START Extracted data

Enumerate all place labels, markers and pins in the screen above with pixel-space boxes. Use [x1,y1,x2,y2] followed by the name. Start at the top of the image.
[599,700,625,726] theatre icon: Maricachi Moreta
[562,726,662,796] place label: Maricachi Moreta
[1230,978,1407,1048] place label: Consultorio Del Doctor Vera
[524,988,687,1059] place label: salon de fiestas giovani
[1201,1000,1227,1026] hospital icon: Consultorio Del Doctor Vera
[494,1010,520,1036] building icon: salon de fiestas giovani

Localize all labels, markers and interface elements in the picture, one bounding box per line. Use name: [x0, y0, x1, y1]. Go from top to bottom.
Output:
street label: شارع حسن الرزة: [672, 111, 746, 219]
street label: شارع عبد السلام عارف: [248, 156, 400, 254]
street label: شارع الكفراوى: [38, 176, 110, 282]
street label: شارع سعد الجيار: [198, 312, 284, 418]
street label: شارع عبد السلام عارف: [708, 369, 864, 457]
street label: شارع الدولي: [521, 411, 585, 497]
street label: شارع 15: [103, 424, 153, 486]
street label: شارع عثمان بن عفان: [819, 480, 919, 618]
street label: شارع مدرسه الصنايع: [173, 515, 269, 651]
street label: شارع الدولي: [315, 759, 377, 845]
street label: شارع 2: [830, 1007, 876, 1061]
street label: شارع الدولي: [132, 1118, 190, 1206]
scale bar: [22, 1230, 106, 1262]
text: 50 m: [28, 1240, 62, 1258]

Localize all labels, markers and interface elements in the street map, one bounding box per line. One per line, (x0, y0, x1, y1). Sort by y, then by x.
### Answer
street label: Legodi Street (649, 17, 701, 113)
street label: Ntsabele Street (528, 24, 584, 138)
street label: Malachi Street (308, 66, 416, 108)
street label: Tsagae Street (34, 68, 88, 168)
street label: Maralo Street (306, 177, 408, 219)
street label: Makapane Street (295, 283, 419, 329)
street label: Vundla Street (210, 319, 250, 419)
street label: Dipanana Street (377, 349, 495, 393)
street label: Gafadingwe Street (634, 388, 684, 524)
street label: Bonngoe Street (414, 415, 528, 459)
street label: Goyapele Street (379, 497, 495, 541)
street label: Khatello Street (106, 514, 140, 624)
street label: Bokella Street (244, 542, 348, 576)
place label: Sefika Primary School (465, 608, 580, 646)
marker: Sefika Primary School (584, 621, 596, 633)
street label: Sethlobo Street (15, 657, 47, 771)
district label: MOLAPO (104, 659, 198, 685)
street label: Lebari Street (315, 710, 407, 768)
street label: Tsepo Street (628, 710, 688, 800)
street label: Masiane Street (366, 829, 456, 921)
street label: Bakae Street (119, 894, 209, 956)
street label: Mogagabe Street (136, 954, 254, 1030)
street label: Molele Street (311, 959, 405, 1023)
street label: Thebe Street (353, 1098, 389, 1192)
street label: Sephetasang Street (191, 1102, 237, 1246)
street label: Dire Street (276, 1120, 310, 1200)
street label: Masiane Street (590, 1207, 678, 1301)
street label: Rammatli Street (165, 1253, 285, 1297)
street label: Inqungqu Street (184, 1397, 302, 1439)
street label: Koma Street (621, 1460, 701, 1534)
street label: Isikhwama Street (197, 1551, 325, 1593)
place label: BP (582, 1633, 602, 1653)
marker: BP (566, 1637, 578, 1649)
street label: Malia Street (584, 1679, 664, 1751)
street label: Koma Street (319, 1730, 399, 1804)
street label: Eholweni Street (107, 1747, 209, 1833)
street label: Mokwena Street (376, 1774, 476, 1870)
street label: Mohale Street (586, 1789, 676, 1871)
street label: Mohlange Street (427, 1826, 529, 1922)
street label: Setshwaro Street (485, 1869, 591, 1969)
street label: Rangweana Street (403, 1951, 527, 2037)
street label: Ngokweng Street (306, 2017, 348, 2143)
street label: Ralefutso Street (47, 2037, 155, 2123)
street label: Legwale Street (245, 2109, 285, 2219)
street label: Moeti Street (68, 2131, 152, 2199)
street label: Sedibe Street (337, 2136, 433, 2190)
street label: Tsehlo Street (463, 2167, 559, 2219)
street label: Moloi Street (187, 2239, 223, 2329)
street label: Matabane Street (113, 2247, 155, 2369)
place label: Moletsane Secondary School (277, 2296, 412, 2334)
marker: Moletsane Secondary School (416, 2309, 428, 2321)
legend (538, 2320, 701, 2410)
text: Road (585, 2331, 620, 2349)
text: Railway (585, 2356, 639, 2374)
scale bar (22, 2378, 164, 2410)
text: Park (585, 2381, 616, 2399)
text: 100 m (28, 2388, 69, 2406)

END Extracted data

## Exercise description:
Check every line above for the string "School" and copy those that have it.

## Answer box:
place label: Sefika Primary School (465, 608, 580, 646)
marker: Sefika Primary School (584, 621, 596, 633)
place label: Moletsane Secondary School (277, 2296, 412, 2334)
marker: Moletsane Secondary School (416, 2309, 428, 2321)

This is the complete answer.